Saved entries:
····················

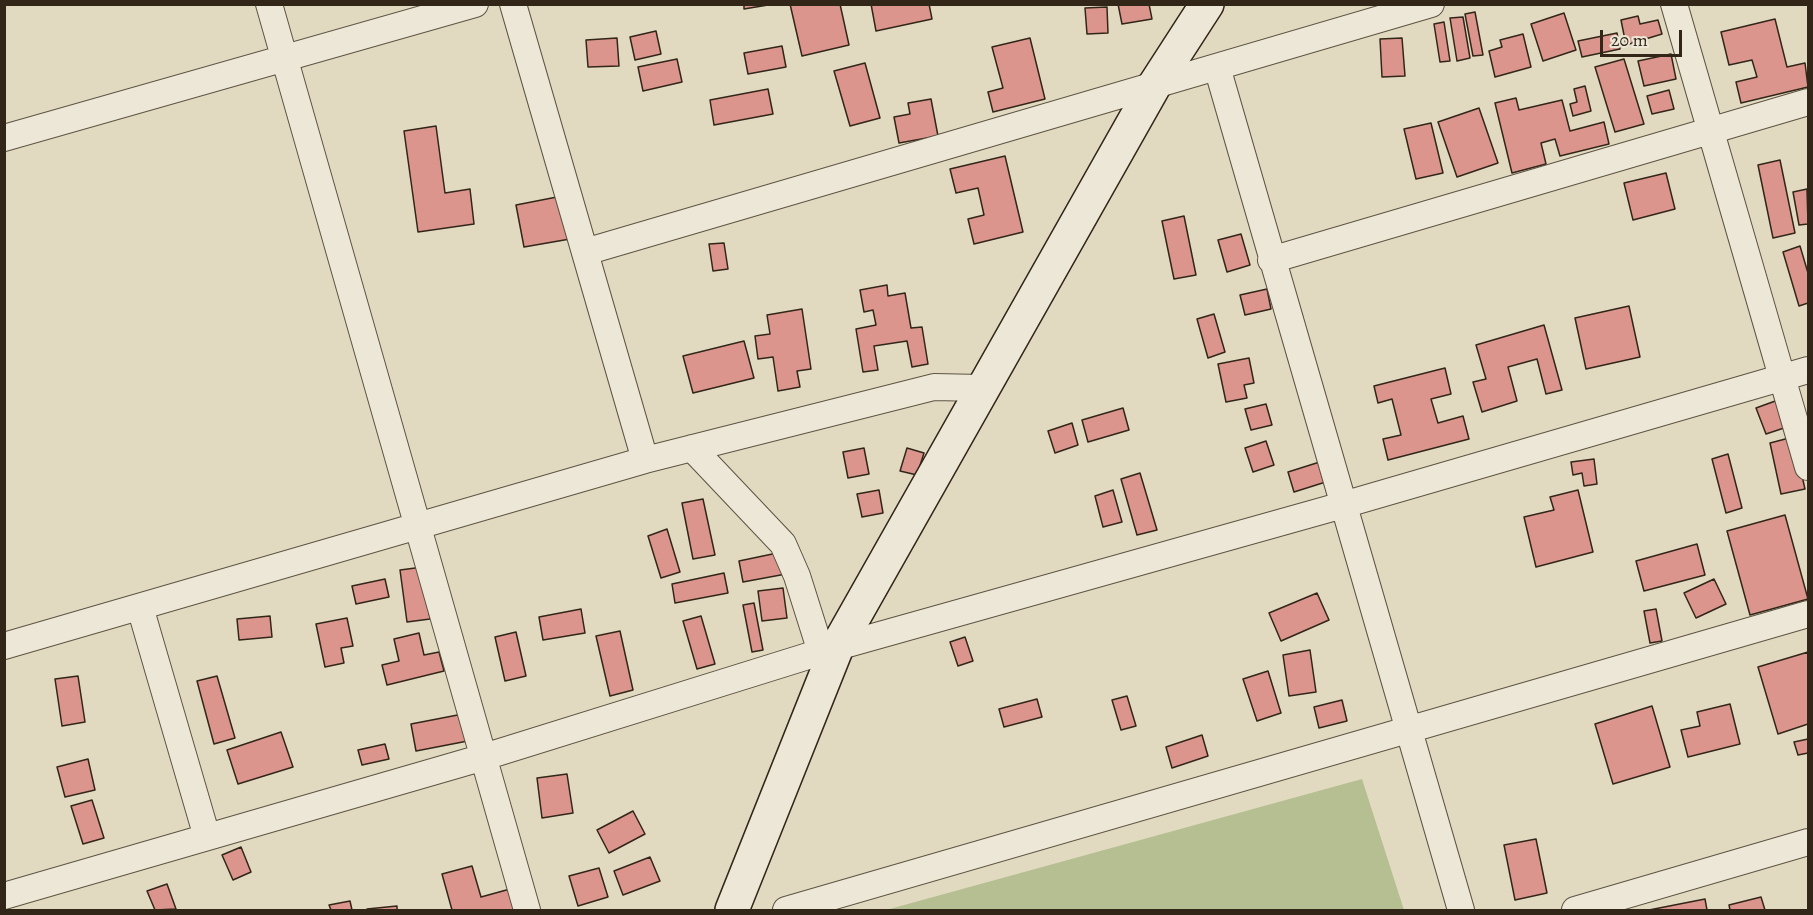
<!DOCTYPE html>
<html>
<head>
<meta charset="utf-8">
<style>
	body { margin:0 }
	#map { position:relative; width:1813px; height:915px; overflow:hidden; background:#e2dac0; font-family:Alegreya,serif }
	canvas { display:block }
	.frame { position:absolute; inset:0; border:6px solid #322619; pointer-events:none }
	.scale { position:absolute; left:1600px; top:30px; width:82px; height:27px; box-sizing:border-box; border:3px solid #322619; border-top:0; padding-left:8px; font-size:18px; line-height:21px; white-space:nowrap; color:#322619; -webkit-text-stroke:4px #ece7d6; paint-order:stroke }
</style>
</head>
<body>
<div id="map">
<canvas width="1813" height="915"></canvas>
<div class="frame"></div>
<div class="scale">20 m</div>
</div>
<script>
const ctx = document.querySelector('canvas').getContext('2d');
ctx.lineJoin = 'round';
function fillPath(path, color) {
  ctx.fillStyle = color;
  ctx.fill(path, 'evenodd');
}
function stroke(path, color, width, dash) {
  ctx.strokeStyle = color;
  ctx.lineWidth = width;
  ctx.lineCap = dash ? 'butt' : 'round';
  ctx.setLineDash(dash || []);
  ctx.stroke(path);
}
fillPath(new Path2D(`
	M1362,779L1404,910H886Z`), '#b5bf91');
const building = new Path2D(`
	M744,4H774L744,9Z
	M790,4H840L849,45L802,56Z
	M871,4H929L932,19L876,31Z
	M1118,4H1149L1152,19L1122,24Z
	M1107,7L1108,33L1087,34L1085,8Z
	M1475,12L1483,55L1473,56L1465,14Z
	M1564,13L1576,50L1543,61L1531,24Z
	M1638,16L1640,24L1658,20L1662,34L1626,45L1621,20Z
	M1463,17L1470,58L1457,61L1450,18Z
	M1775,19L1787,67L1805,63L1808,87L1741,103L1736,82L1757,77L1752,60L1729,65L1721,32Z
	M1444,22L1450,61L1440,62L1434,24Z
	M656,31L661,54L635,60L630,37Z
	M1617,33L1620,49L1582,57L1578,41Z
	M1523,34L1531,67L1495,77L1489,51L1502,47L1500,40Z
	M617,38L619,66L588,67L586,40Z
	M1030,38L1045,99L993,112L988,92L1003,88L992,47Z
	M1402,38L1405,76L1382,77L1380,39Z
	M782,46L786,67L748,74L744,53Z
	M1671,54L1676,79L1644,86L1638,61Z
	M677,59L682,82L643,91L638,67Z
	M1624,59L1644,124L1615,132L1595,67Z
	M865,63L880,118L850,126L834,71Z
	M1585,86L1591,111L1573,116L1570,104L1577,102L1574,89Z
	M768,89L773,114L714,125L710,100Z
	M1669,90L1674,109L1652,114L1647,96Z
	M1516,98L1519,110L1562,100L1570,131L1604,122L1609,144L1560,156L1555,139L1541,143L1546,164L1512,173L1495,103Z
	M931,99L938,136L899,143L894,117L910,114L908,103Z
	M1479,108L1498,163L1457,177L1438,122Z
	M1431,123L1443,173L1416,179L1404,129Z
	M436,126L445,193L470,189L474,224L418,232L404,131Z
	M1005,156L1023,232L974,244L968,219L984,215L978,188L956,193L950,169Z
	M1780,160L1795,233L1773,238L1758,165Z
	M1666,173L1675,209L1633,220L1624,183Z
	M1807,189L1808,224L1799,225L1793,192Z
	M562,196L570,239L524,247L516,205Z
	M1184,216L1196,275L1174,279L1162,221Z
	M1241,234L1250,265L1227,272L1218,240Z
	M724,243L728,269L713,271L709,244Z
	M1800,246L1808,273V303L1799,306L1783,252Z
	M887,285L888,296L905,293L911,328L922,327L928,364L912,367L907,341L874,346L878,370L863,372L856,329L876,325L873,310L864,312L860,290Z
	M1267,289L1271,309L1245,315L1240,295Z
	M1629,306L1640,357L1586,369L1575,318Z
	M802,309L811,369L797,371L800,387L778,391L773,357L758,359L755,336L770,334L767,315Z
	M1214,314L1225,352L1208,358L1197,319Z
	M1544,325L1562,390L1546,394L1537,359L1508,367L1517,401L1482,412L1473,382L1486,379L1476,345Z
	M744,341L754,378L693,393L683,356Z
	M1249,358L1254,383L1244,385L1247,398L1226,402L1218,364Z
	M1445,368L1451,394L1431,399L1438,423L1463,416L1469,439L1388,460L1383,439L1401,435L1392,399L1378,403L1374,386Z
	M1778,400L1787,427L1766,434L1756,408Z
	M1266,404L1272,425L1251,430L1245,409Z
	M1123,408L1129,430L1088,442L1082,420Z
	M1072,423L1078,445L1055,453L1048,431Z
	M1793,437L1805,489L1781,494L1770,443Z
	M1266,441L1274,465L1253,472L1245,448Z
	M864,448L869,474L848,478L843,452Z
	M907,448L924,453L917,475L900,471Z
	M1728,454L1742,508L1726,513L1712,459Z
	M1594,459L1597,484L1584,486L1582,473L1573,475L1571,462Z
	M1326,460L1332,480L1294,492L1288,472Z
	M1140,473L1157,530L1137,535L1121,479Z
	M879,490L883,513L862,517L857,494Z
	M1113,490L1122,522L1103,527L1095,496Z
	M1578,490L1593,552L1536,567L1524,517L1554,510L1550,497Z
	M703,499L715,555L693,559L682,503Z
	M1785,515L1808,599L1750,615L1727,531Z
	M667,529L680,572L661,578L648,536Z
	M1697,544L1705,575L1644,591L1636,561Z
	M782,552L786,574L743,582L739,561Z
	M423,567L430,619L407,622L400,570Z
	M724,573L728,593L675,603L672,584Z
	M385,579L389,597L356,604L352,586Z
	M1714,579L1726,604L1696,618L1684,593Z
	M783,588L787,618L762,621L758,591Z
	M1317,593L1329,620L1281,641L1269,613Z
	M754,603L763,650L752,652L743,605Z
	M581,609L585,633L543,640L539,617Z
	M1656,609L1662,641L1650,643L1644,611Z
	M270,616L272,637L239,640L237,619Z
	M701,616L715,664L697,669L683,621Z
	M347,618L353,646L341,648L344,663L325,667L316,624Z
	M620,631L633,690L610,696L596,636Z
	M516,632L526,676L505,681L495,637Z
	M419,633L424,655L439,652L444,671L387,685L382,665L399,661L394,639Z
	M965,637L973,661L958,666L950,642Z
	M1310,650L1316,692L1289,696L1283,655Z
	M1808,652V724L1778,734L1758,667Z
	M1268,671L1281,713L1257,721L1243,679Z
	M78,676L85,722L62,726L55,679Z
	M217,676L235,738L214,744L197,681Z
	M1127,696L1136,726L1121,730L1112,700Z
	M1037,699L1042,717L1004,727L999,709Z
	M1342,700L1347,721L1319,728L1314,707Z
	M1730,704L1740,744L1688,757L1681,730L1700,726L1697,712Z
	M1652,706L1670,767L1613,784L1595,724Z
	M468,713L473,740L416,751L411,724Z
	M281,732L293,767L238,784L227,750Z
	M1202,735L1208,756L1172,768L1166,747Z
	M1808,739V753L1798,755L1794,742Z
	M385,744L389,759L362,765L358,750Z
	M88,759L95,790L65,797L57,767Z
	M567,774L573,813L542,818L537,778Z
	M92,800L104,838L83,844L71,806Z
	M633,811L645,834L609,853L597,830Z
	M1536,839L1547,893L1515,900L1504,845Z
	M241,847L251,872L233,880L222,855Z
	M650,857L660,881L623,895L614,871Z
	M472,866L481,897L510,889L516,910H452L442,874Z
	M599,868L608,897L578,906L569,876Z
	M167,884L176,909L155,910L147,891Z
	M1761,897L1765,910H1730L1729,905Z
	M1705,899L1707,910H1649Z
	M350,901L352,910H331L329,905Z
	M397,906V910H367V909Z`);
fillPath(building, '#dc958d');
stroke(building, '#322619', 1.5);
const minor = new Path2D(`
	M269,4L527,910
	M513,4L645,460
	M1674,4L1808,467
	M1217,67L1461,910
	M4,138L475,4
	M585,252L1431,4
	M1271,260L1808,102
	M692,448L783,544L797,576L821,652
	M140,607L207,837
	M4,646L645,460L934,387L982,388
	M4,896L484,757L837,647L1343,505L1808,370
	M786,910L1808,614
	M1575,910L1808,842`);
const secondary = new Path2D(`
	M732,910L837,647L1154,86L1207,4`);
stroke(minor, '#5e5343', 28);
stroke(secondary, '#322619', 36);
stroke(minor, '#ece7d6', 26);
stroke(secondary, '#ece7d6', 33);
</script>
</body>
</html>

····················

• What is expected: Within the lines above, find those holding the word "secondary" and copy them.

• Solution for this exercise:
const secondary = new Path2D(`
stroke(secondary, '#322619', 36);
stroke(secondary, '#ece7d6', 33);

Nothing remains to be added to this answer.